- Opening Delimiter -

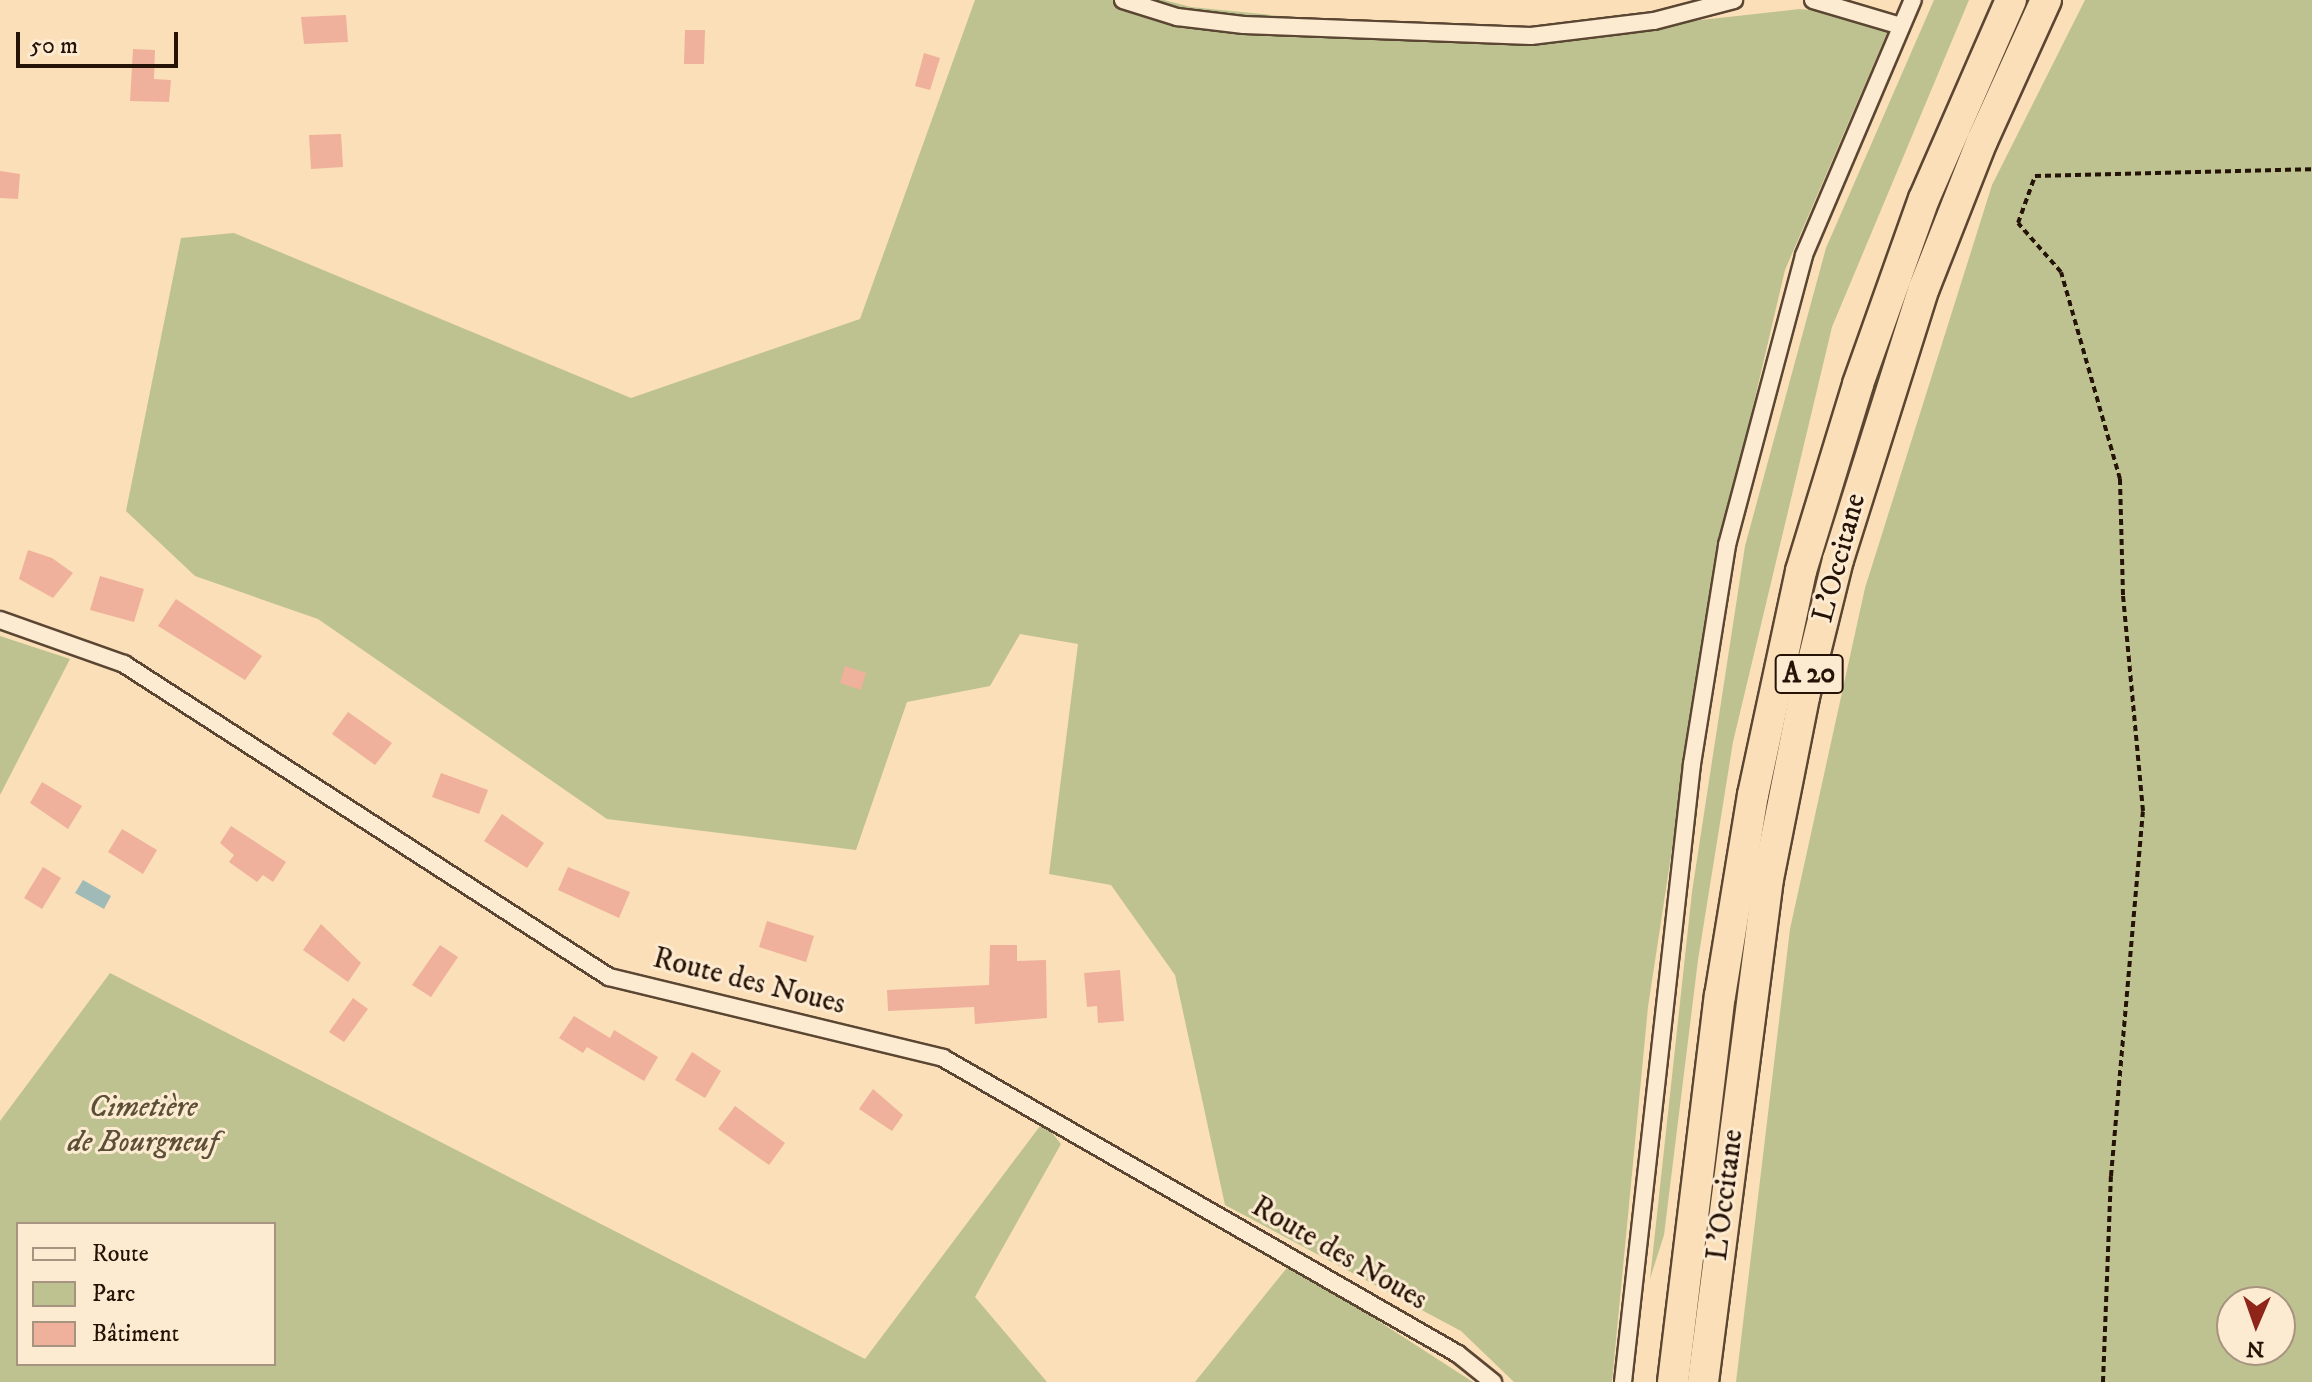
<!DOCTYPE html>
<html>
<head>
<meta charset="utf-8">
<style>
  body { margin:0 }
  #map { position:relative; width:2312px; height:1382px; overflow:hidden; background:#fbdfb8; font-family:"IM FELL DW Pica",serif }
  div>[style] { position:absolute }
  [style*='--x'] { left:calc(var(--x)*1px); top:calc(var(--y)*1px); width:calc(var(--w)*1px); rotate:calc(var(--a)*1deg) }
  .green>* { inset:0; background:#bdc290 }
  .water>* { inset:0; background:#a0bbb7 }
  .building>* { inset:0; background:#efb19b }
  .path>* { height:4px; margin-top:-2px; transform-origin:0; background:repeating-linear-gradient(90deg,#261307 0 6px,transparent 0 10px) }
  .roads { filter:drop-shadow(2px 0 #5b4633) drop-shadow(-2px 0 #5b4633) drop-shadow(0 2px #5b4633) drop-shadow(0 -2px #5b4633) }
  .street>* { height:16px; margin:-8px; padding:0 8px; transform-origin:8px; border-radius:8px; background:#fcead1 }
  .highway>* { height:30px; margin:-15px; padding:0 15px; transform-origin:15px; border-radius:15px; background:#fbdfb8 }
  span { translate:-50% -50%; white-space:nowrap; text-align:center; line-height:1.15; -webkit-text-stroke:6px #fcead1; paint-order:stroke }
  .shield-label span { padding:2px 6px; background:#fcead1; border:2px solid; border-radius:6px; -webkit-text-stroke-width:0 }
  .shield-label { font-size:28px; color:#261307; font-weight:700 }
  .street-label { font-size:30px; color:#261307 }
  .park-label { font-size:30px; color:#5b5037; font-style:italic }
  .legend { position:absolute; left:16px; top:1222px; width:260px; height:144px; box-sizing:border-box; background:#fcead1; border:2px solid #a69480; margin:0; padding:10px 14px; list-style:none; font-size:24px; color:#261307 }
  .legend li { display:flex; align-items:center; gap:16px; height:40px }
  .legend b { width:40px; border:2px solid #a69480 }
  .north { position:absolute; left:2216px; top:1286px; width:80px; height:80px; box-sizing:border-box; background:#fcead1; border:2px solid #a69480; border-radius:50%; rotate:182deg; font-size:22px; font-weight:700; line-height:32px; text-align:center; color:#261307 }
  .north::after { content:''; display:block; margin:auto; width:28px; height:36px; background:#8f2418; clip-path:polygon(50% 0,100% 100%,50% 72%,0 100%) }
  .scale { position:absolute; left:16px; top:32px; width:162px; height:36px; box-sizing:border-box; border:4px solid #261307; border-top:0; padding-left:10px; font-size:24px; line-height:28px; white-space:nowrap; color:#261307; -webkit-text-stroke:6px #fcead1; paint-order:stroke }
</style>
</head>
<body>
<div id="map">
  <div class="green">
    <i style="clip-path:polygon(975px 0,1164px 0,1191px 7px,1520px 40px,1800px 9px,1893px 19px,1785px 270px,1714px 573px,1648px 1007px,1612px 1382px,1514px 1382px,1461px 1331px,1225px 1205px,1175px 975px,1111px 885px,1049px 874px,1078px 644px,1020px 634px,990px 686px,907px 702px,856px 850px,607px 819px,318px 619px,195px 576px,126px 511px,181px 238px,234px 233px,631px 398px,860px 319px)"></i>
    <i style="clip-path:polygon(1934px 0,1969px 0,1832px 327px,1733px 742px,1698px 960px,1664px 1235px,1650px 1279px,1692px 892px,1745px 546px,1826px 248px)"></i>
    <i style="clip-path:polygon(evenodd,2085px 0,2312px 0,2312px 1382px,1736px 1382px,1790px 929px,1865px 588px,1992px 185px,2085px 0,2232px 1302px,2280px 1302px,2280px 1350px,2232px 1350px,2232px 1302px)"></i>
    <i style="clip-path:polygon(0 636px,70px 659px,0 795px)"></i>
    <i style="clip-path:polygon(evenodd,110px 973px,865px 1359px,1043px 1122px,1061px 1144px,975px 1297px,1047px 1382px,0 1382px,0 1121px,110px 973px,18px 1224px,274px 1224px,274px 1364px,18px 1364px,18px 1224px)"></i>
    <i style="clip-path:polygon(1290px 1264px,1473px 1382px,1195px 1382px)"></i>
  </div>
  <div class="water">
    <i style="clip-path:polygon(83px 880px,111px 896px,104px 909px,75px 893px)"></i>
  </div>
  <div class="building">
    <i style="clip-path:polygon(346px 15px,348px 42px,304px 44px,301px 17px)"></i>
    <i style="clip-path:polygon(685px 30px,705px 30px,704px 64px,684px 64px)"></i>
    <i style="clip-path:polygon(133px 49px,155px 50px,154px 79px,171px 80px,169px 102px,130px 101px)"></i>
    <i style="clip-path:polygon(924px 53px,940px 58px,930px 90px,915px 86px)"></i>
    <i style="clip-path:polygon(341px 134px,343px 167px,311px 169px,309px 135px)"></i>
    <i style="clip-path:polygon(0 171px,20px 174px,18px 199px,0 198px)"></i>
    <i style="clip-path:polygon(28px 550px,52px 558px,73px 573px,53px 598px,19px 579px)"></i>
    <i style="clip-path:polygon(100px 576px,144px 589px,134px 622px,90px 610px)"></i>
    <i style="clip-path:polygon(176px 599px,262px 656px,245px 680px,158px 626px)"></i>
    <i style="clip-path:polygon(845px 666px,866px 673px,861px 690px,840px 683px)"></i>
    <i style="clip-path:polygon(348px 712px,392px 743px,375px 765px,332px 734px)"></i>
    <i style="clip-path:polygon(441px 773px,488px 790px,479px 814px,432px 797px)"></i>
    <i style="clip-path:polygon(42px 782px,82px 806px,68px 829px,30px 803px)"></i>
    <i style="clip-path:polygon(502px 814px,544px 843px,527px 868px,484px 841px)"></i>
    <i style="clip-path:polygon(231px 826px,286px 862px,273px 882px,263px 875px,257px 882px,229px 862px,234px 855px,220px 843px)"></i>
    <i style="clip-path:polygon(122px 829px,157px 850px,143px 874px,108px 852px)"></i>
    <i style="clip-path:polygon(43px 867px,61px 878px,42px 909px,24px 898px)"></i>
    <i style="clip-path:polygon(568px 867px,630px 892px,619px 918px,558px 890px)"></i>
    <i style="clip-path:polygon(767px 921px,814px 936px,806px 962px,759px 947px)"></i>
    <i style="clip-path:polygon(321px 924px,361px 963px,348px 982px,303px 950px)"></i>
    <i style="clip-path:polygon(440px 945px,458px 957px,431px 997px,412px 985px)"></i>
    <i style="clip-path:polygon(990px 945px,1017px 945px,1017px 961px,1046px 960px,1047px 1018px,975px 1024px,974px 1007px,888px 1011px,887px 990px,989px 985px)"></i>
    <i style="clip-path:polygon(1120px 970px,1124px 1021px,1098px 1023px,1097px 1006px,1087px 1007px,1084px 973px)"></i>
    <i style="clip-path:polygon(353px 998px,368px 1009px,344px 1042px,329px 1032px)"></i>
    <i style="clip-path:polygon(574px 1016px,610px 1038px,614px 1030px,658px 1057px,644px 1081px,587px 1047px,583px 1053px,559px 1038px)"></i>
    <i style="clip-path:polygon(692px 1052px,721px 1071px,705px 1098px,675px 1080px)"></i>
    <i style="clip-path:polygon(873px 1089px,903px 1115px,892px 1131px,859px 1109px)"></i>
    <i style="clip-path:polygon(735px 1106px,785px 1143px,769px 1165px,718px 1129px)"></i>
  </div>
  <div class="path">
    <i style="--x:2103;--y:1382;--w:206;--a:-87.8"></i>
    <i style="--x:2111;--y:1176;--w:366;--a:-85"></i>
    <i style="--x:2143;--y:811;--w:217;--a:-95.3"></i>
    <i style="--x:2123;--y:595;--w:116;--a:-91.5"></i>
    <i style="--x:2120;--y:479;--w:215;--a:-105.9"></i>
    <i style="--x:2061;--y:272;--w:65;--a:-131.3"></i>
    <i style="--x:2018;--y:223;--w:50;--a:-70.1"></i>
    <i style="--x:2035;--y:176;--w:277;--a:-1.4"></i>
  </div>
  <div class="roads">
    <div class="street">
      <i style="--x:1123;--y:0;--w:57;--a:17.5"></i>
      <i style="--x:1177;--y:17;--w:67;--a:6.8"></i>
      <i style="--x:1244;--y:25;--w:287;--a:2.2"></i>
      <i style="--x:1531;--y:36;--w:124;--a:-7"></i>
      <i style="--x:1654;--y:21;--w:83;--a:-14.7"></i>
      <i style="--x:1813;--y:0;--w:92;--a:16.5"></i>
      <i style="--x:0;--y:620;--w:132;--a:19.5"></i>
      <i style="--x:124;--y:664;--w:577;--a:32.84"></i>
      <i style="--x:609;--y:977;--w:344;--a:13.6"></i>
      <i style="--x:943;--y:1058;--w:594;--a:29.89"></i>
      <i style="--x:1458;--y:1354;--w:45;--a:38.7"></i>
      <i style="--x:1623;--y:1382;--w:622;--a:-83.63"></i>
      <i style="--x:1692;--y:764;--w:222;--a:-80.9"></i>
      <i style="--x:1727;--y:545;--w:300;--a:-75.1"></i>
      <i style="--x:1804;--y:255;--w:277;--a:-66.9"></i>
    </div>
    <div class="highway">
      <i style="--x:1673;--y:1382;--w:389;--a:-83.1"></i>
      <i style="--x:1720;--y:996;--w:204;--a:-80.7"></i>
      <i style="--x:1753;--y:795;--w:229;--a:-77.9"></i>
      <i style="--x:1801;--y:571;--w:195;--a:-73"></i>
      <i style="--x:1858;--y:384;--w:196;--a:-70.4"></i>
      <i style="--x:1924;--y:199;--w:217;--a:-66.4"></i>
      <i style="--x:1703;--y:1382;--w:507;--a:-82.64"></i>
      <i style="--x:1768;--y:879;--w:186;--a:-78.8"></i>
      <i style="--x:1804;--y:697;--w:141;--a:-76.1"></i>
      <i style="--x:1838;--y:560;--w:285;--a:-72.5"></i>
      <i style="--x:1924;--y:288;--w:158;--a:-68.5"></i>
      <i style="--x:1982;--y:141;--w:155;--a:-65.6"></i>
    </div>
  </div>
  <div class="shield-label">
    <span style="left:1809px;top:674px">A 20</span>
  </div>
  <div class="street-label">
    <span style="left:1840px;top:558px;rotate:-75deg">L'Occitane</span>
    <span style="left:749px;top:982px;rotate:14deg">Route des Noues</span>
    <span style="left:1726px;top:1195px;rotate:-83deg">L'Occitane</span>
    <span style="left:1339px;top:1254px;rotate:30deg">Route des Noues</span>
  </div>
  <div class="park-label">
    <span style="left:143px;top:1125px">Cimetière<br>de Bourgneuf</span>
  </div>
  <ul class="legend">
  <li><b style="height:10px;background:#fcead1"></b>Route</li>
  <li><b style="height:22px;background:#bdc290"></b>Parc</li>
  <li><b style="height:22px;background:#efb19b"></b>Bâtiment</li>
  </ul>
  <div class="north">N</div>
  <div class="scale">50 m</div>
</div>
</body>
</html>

- Closing Delimiter -

Begin at the first line of the listing and print each line exactly. Stop after the line containing "height:4px; margin-top:-2px; transform-origin:0;", and omit all pictures.

<!DOCTYPE html>
<html>
<head>
<meta charset="utf-8">
<style>
  body { margin:0 }
  #map { position:relative; width:2312px; height:1382px; overflow:hidden; background:#fbdfb8; font-family:"IM FELL DW Pica",serif }
  div>[style] { position:absolute }
  [style*='--x'] { left:calc(var(--x)*1px); top:calc(var(--y)*1px); width:calc(var(--w)*1px); rotate:calc(var(--a)*1deg) }
  .green>* { inset:0; background:#bdc290 }
  .water>* { inset:0; background:#a0bbb7 }
  .building>* { inset:0; background:#efb19b }
  .path>* { height:4px; margin-top:-2px; transform-origin:0; background:repeating-linear-gradient(90deg,#261307 0 6px,transparent 0 10px) }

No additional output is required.